Awesome
Standard Energy Efficiency Data (SEED) Platform™
The SEED Platform is a web-based application that helps organizations easily manage data on the energy performance of large groups of buildings. Users can combine data from multiple sources, clean and validate it, and share the information with others. The software application provides an easy, flexible, and cost-effective method to improve the quality and availability of data to help demonstrate the economic and environmental benefits of energy efficiency, to implement programs, and to target investment activity.
The SEED application is written in Python/Django, with AngularJS, Bootstrap, and other javascript libraries used for the front-end. The back-end database is required to be PostgreSQL.
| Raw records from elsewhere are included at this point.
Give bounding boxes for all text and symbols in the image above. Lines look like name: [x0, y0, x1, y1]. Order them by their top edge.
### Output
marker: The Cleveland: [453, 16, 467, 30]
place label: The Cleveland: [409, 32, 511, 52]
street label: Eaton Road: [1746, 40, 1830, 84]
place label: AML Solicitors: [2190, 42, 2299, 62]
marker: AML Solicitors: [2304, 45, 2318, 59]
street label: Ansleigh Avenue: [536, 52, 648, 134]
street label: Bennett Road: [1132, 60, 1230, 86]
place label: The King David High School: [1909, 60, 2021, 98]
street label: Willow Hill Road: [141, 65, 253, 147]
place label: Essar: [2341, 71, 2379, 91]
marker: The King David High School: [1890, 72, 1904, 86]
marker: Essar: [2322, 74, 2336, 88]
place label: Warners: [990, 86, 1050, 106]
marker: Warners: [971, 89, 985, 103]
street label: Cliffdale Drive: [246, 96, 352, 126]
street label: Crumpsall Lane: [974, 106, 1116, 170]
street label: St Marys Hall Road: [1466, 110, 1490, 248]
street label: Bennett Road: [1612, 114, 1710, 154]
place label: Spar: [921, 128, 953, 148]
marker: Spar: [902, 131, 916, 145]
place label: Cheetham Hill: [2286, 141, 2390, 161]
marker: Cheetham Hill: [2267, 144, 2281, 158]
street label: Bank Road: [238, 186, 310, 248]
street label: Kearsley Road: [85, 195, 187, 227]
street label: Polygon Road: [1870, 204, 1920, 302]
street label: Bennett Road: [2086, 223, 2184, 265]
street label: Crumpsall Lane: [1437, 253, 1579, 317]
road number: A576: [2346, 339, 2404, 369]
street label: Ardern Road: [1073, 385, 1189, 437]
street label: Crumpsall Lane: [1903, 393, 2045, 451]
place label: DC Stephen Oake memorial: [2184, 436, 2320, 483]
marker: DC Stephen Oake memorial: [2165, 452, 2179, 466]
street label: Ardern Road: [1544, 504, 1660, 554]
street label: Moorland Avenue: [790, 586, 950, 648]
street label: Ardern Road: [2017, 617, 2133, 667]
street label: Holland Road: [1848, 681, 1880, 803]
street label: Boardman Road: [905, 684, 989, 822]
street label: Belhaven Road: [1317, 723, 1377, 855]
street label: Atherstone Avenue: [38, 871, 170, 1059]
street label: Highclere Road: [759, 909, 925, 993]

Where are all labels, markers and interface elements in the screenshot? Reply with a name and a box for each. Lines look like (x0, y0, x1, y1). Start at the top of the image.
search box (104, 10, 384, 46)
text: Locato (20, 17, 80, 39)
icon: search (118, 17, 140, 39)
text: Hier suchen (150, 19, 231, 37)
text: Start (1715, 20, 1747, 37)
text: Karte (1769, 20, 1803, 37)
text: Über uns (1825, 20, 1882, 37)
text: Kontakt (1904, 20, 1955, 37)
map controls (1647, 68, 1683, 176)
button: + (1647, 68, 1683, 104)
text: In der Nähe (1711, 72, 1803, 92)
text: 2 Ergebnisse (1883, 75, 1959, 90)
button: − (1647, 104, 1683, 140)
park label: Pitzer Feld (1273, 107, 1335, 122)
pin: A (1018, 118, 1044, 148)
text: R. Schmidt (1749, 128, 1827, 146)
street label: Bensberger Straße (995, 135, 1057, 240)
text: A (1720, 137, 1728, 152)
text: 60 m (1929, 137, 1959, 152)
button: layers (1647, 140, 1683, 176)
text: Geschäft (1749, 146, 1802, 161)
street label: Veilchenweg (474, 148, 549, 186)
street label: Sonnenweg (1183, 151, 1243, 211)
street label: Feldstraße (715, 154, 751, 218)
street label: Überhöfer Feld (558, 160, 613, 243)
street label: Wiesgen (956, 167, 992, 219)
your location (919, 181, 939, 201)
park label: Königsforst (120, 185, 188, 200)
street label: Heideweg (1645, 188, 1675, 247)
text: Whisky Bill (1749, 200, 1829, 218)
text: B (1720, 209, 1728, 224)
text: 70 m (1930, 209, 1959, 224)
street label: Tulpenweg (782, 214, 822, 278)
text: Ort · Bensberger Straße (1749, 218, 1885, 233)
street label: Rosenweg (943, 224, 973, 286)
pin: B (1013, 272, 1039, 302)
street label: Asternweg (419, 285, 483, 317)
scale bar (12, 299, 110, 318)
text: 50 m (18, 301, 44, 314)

The SEED web application provides both a browser-based interface for users to
upload and manage their building data, as well as a full set of APIs that app
developers can use to access these same data management functions. From a
running server, the Swagger API documentation can be found at /api/swagger
or from the front end by clicking the API documentation link in the sidebar.
Installation
- Production on Amazon Web Service: See Installation Notes
- Development on Mac OSX: Installation Notes
- Development using Docker: Installation Notes
Starting SEED Platform
In production the following two commands will run the web server (uWSGI) and the background task manager (Celery) with:
bin/start_uwsgi.sh
bin/start_celery.sh
In development mode, you can start the web server (uWSGI) and the background task manager (Celery) with:
./manage.py runserver
celery -A seed worker -l INFO -c 4 --max-tasks-per-child 1000 -EBS django_celery_beat.schedulers:DatabaseScheduler
Developer Resources
- Source code documentation is on the SEED website and there are links to [older versions][code-documentations-links] as needed.
- Several notes regarding Django and AngularJS integration: See Developer Resources
Testing
- Running tests: See Testing Notes
Copyright
See the information in the LICENSE.md file.